"The Sprigg baby. He was right in here among the lilac bushes and the soft little shoots had been tied together around him, so's he couldn't get away, like Moses an' the bulrushes. Right in here. Yer can see the place now."

Burton jumped the fence and went up to the place where the boys were.

"Was the baby lost?" he asked.

"Mrs. Sprigg thought it was all burned up, because she forgot it when she came down in a hurry, and she was carrying on just awful, and then the firemen found the baby in here among the bushes, and they most stepped on it before they saw it."

"Had it crawled in by itself?"

"Naw, it was tied in! See here. You can see the knots yet, only most of them have been pulled to pieces."

"Who tied it in?" pressed Burton, bending down to examine the knots.
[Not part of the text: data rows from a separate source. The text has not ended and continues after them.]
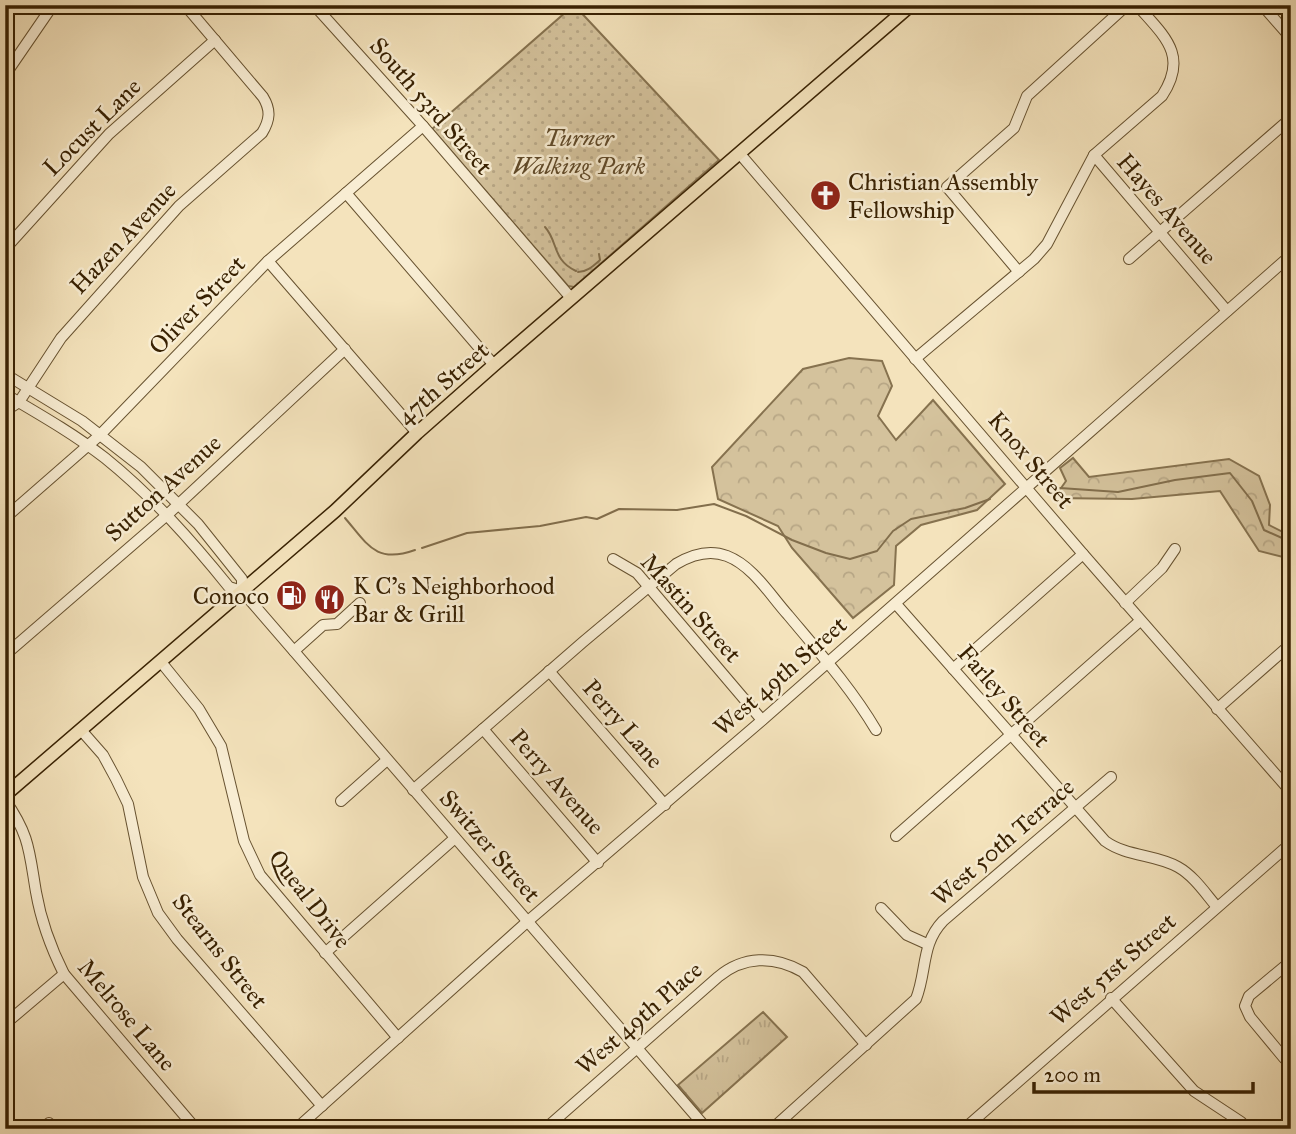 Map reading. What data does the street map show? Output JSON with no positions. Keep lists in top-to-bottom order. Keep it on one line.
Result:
{"streets":{"main road":["47th Street"],"street":["South 53rd Street","Locust Lane","Hayes Avenue","Hazen Avenue","Oliver Street","Knox Street","Sutton Avenue","Mastin Street","West 49th Street","Farley Street","Perry Lane","Perry Avenue","West 50th Terrace","Switzer Street","Queal Drive","Stearns Street","West 51st Street","Melrose Lane","West 49th Place"]},"crossings":[["South 53rd Street","Oliver Street"],["South 53rd Street","47th Street"],["Locust Lane","Hazen Avenue"],["Hayes Avenue","West 49th Street"],["47th Street","Knox Street"],["47th Street","Switzer Street"],["47th Street","Queal Drive"],["47th Street","Stearns Street"],["47th Street","Melrose Lane"],["Knox Street","West 49th Street"],["Mastin Street","West 49th Street"],["West 49th Street","Farley Street"],["West 49th Street","Perry Lane"],["West 49th Street","Perry Avenue"],["West 49th Street","Switzer Street"],["West 49th Street","Queal Drive"],["West 49th Street","Stearns Street"],["Farley Street","West 50th Terrace"],["Farley Street","West 51st Street"],["West 50th Terrace","West 49th Place"],["Switzer Street","West 49th Place"]],"parks":["Turner Walking Park"],"places":{"church":["Christian Assembly Fellowship"],"fuel station":["Conoco"],"restaurant":["K C's Neighborhood Bar & Grill"]},"scale_bar":"200 m"} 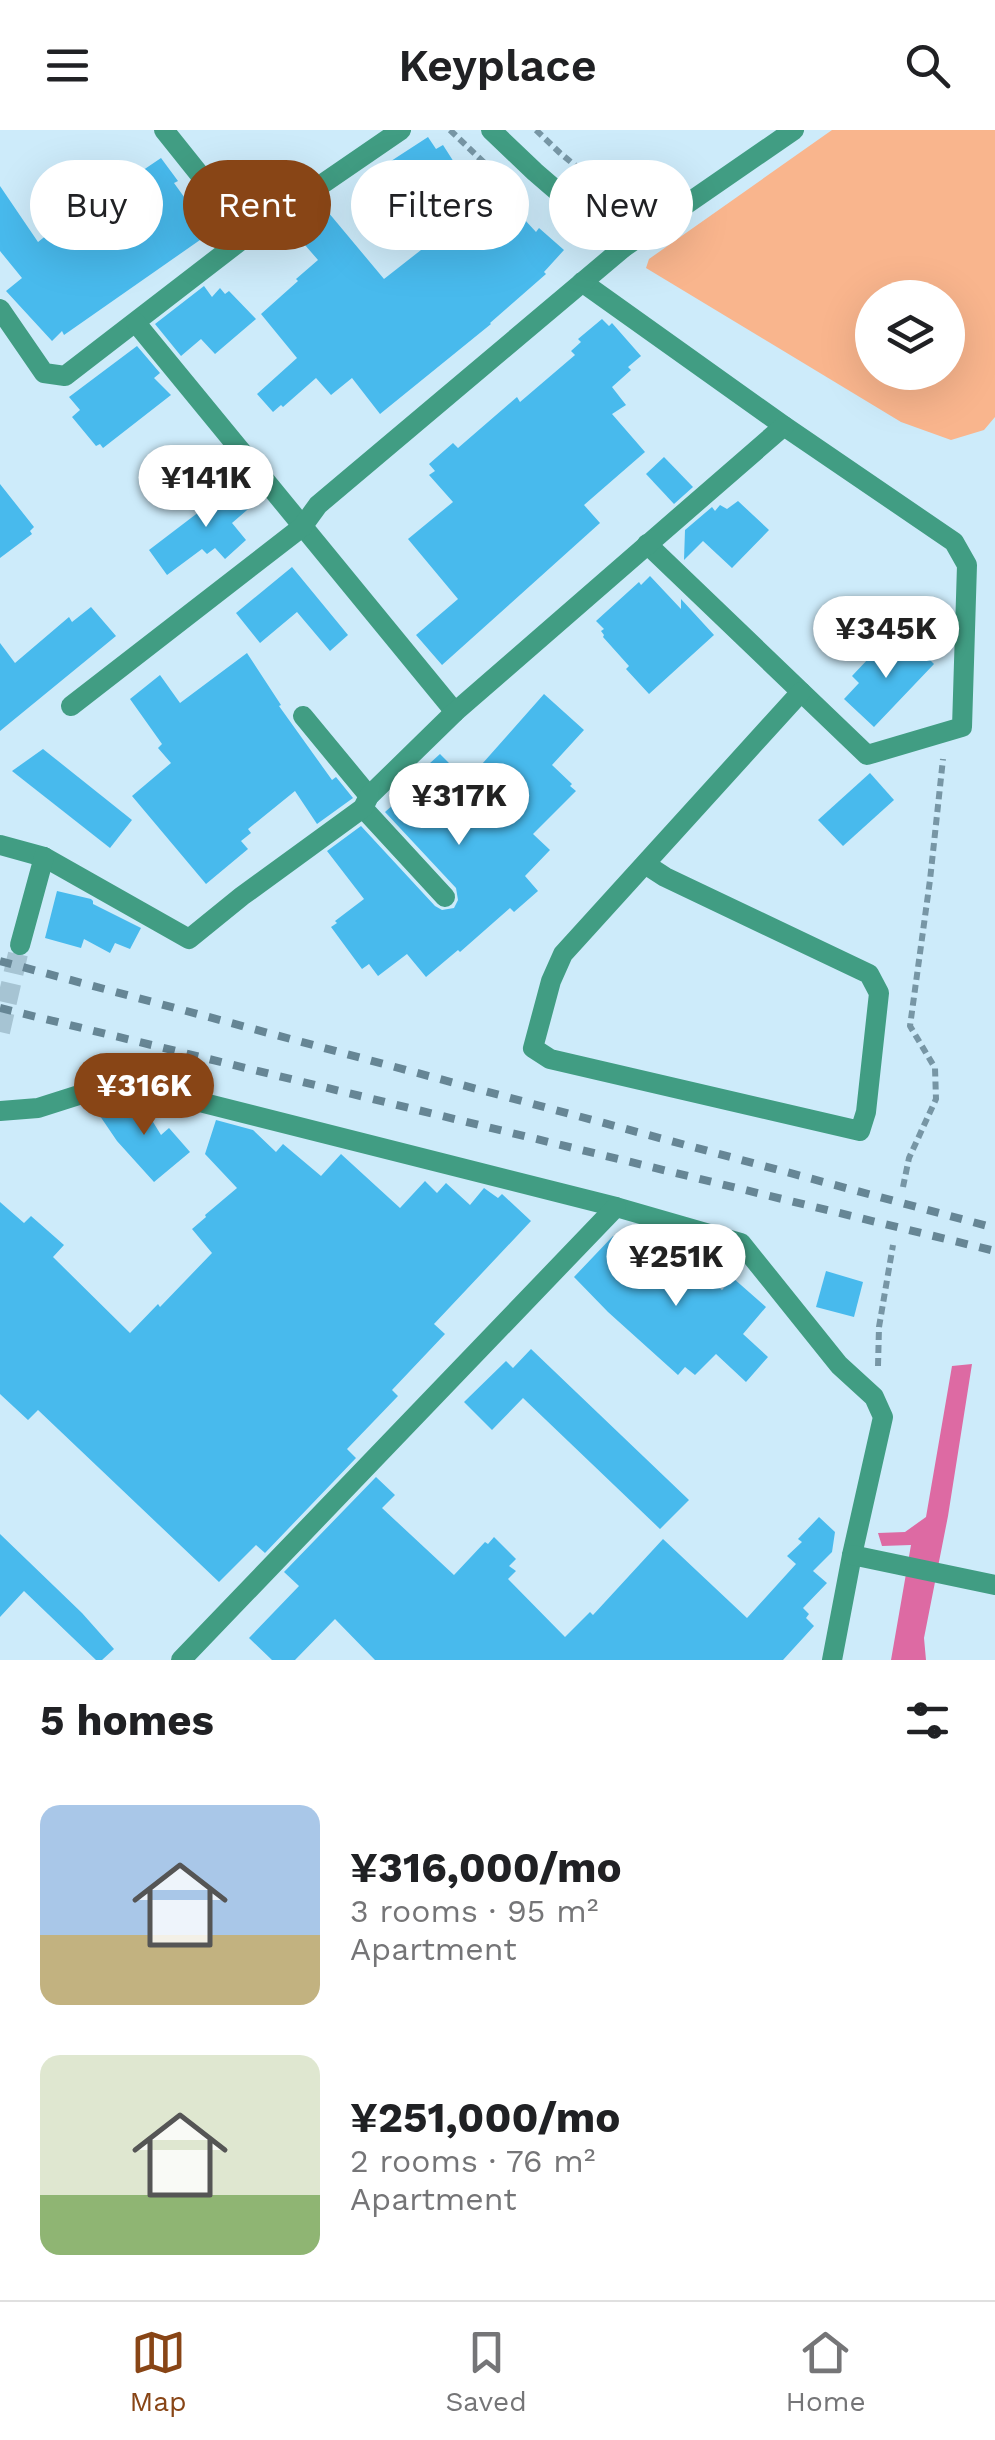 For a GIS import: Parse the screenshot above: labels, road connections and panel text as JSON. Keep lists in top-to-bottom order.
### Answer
{
  "page": {
    "header": "Keyplace",
    "chip": [
      "Buy",
      "Rent",
      "Filters",
      "New"
    ],
    "price": [
      "¥141K",
      "¥345K",
      "¥317K",
      "¥316K",
      "¥251K"
    ],
    "heading": "5 homes",
    "list": [
      {
        "name": "¥316,000/mo",
        "note": "3 rooms · 95 m² · Apartment"
      },
      {
        "name": "¥251,000/mo",
        "note": "2 rooms · 76 m² · Apartment"
      }
    ],
    "tabs": ["Map", "Saved", "Home"]
  }
} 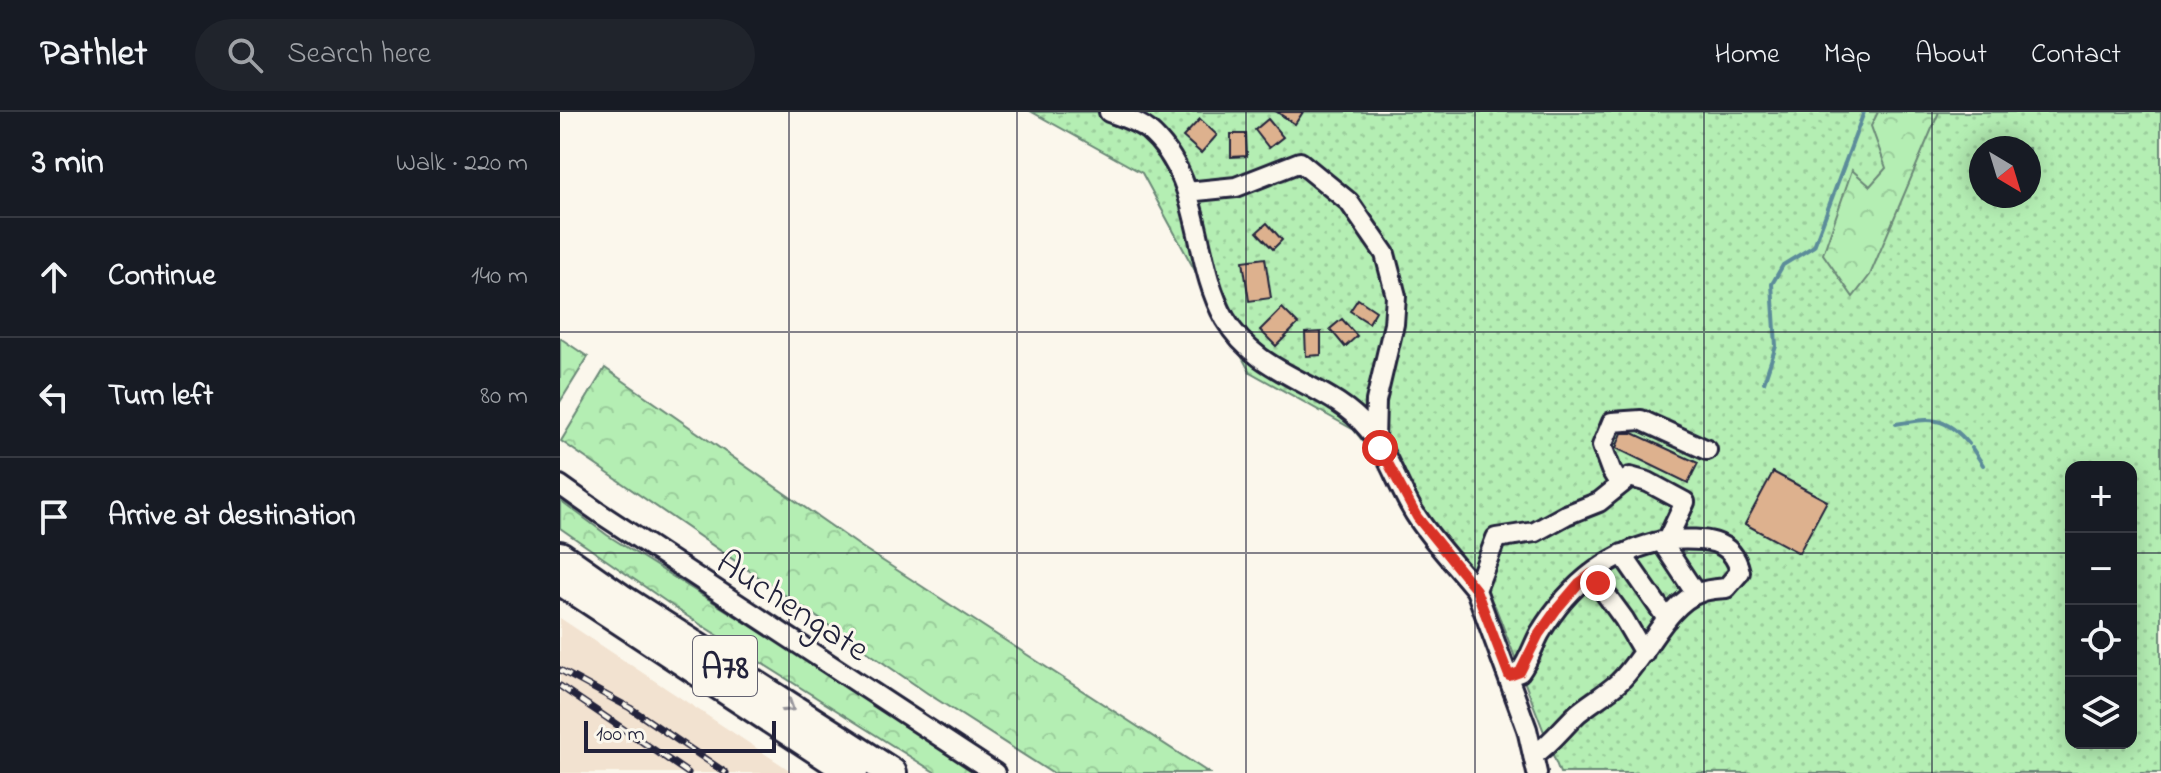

They certainly were peculiar. The lithe lilac twigs had been drawn together by a cord that ran in and out among them till they were twisted and woven together as though they were part of a basket. It was the knot of an experienced and skilful weaver.

"Mrs. Sprigg she says at Henry Underwood would be too durn mean to look out for the kid and she thinks it was sperrets. But if it was sperrets they could a took the baby clear over to some house, couldn't they? The branches was tied together so's they had to cut some of them to get the kid out. See, you can see here where they cut 'em."

Burton found that the theory advanced by the boys that the incendiary who had fired the house had also, in dramatic fashion, saved the life of the youngest of the Sprigg brood, by carrying the infant down from the second floor, and knotting the lilac shoots about it so that it could not crawl into danger, was the most popular byproduct of the fire. The story was in every one's mouth.

When he entered the dining-room at the hotel, he encountered Ralston.